*** Records for this task Section Begins ***

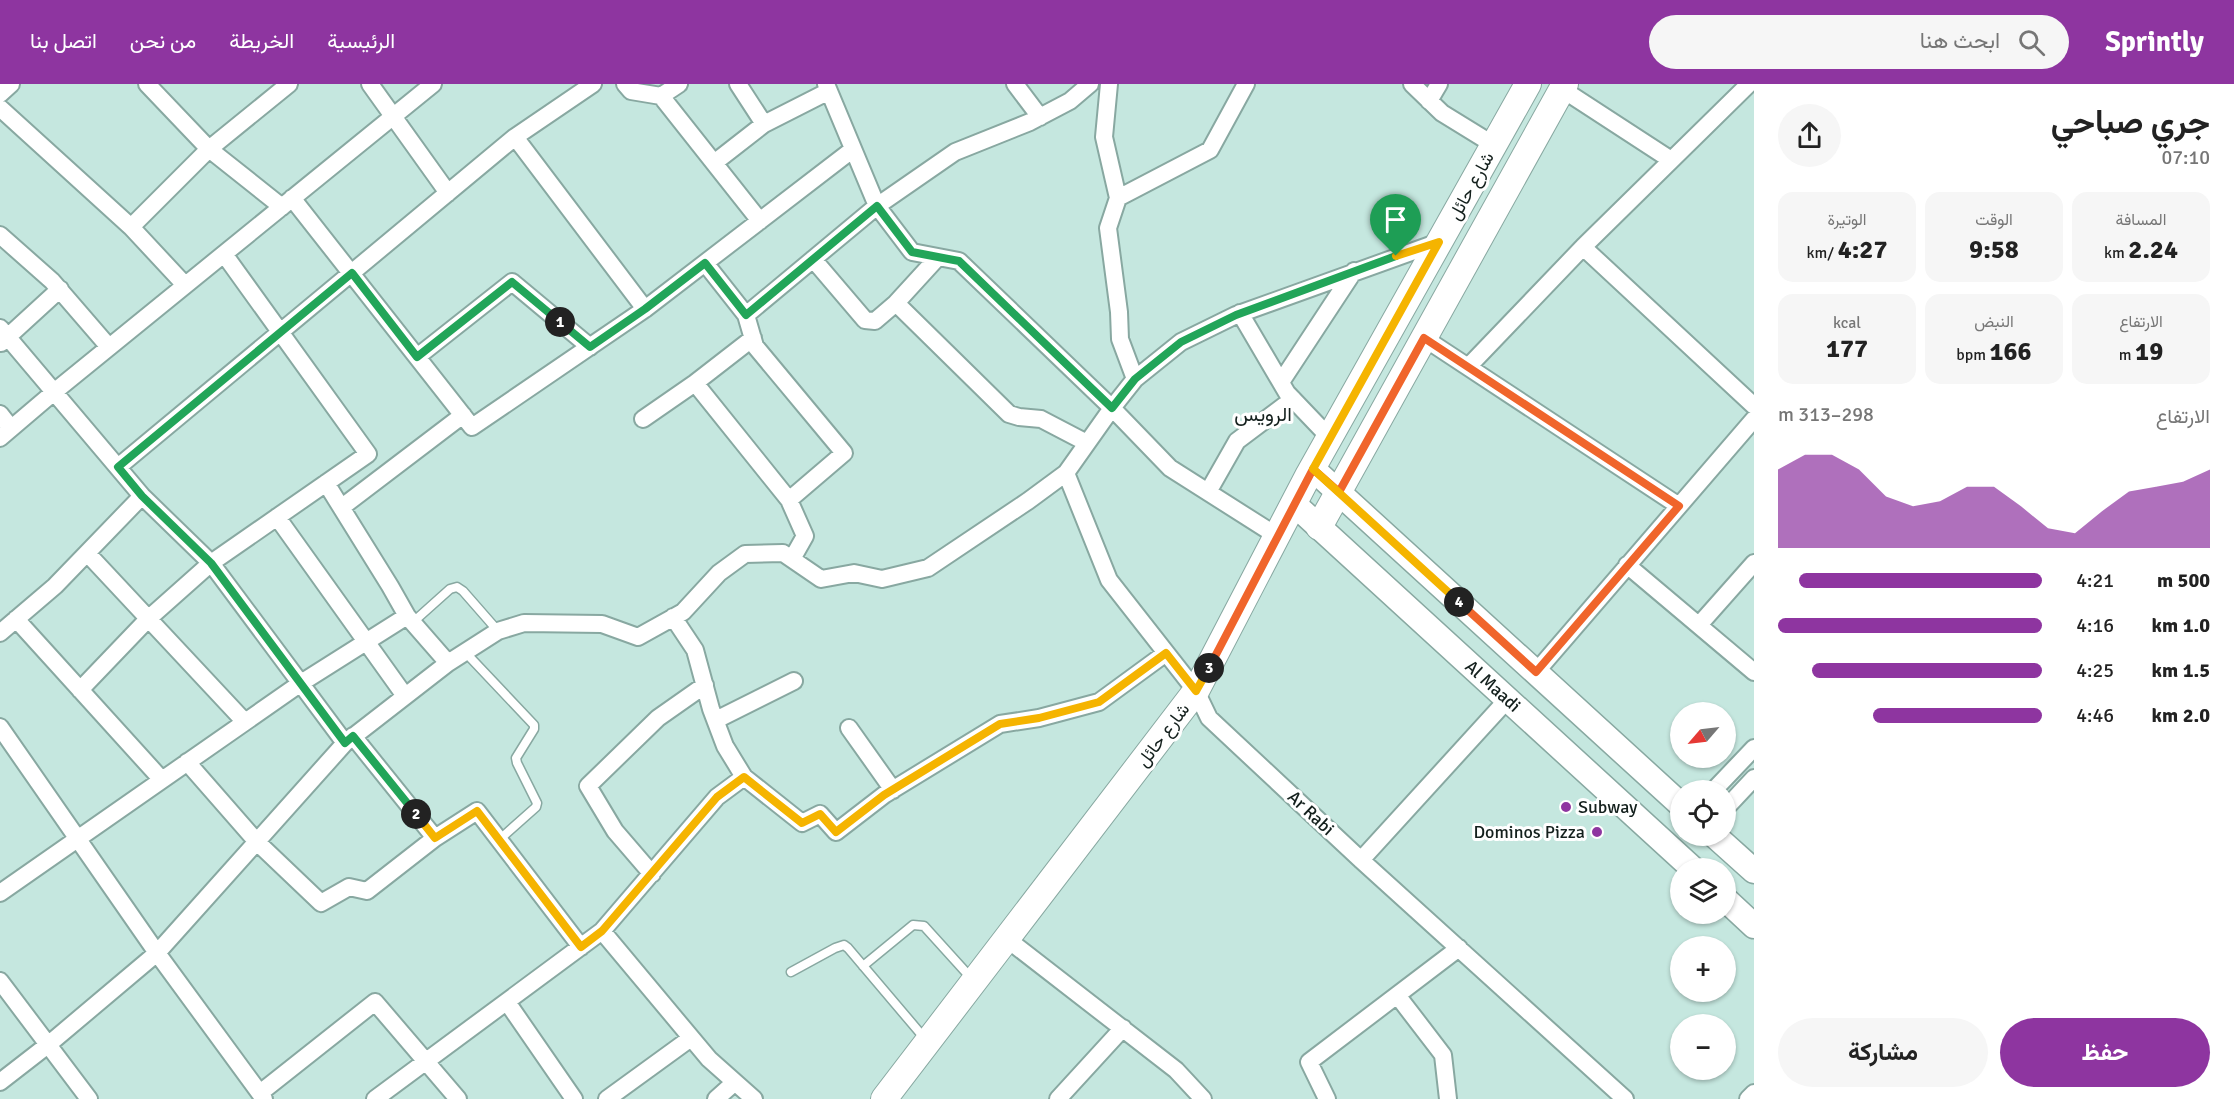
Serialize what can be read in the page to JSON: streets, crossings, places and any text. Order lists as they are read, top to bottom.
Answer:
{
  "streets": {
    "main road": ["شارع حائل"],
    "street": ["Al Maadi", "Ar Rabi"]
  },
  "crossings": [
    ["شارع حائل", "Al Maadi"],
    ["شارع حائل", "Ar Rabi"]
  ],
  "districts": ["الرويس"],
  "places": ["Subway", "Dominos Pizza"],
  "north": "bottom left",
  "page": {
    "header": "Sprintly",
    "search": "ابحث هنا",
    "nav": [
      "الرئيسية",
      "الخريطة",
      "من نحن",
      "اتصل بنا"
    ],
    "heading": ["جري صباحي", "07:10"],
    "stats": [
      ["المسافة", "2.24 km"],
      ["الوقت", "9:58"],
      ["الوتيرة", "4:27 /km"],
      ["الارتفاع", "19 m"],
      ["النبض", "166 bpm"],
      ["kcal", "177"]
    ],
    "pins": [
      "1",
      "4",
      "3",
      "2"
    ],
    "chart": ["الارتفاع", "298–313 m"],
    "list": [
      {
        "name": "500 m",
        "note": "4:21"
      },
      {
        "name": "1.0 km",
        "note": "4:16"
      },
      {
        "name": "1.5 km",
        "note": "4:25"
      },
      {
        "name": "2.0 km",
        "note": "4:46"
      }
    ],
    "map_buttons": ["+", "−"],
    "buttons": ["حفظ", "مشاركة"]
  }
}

*** Records for this task Section Ends ***
*** Records for this task Section Begins ***

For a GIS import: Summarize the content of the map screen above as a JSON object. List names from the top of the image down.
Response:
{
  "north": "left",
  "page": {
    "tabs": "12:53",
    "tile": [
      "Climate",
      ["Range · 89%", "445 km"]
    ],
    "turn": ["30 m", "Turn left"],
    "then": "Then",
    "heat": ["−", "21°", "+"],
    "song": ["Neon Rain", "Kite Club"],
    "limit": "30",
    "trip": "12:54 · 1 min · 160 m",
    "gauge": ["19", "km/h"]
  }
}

*** Records for this task Section Ends ***

*Work task*
Which lines of the data hold the string "JSON"? Return each of them.

*Worked solution*
Serialize what can be read in the page to JSON: streets, crossings, places and any text. Order lists as they are read, top to bottom.
For a GIS import: Summarize the content of the map screen above as a JSON object. List names from the top of the image down.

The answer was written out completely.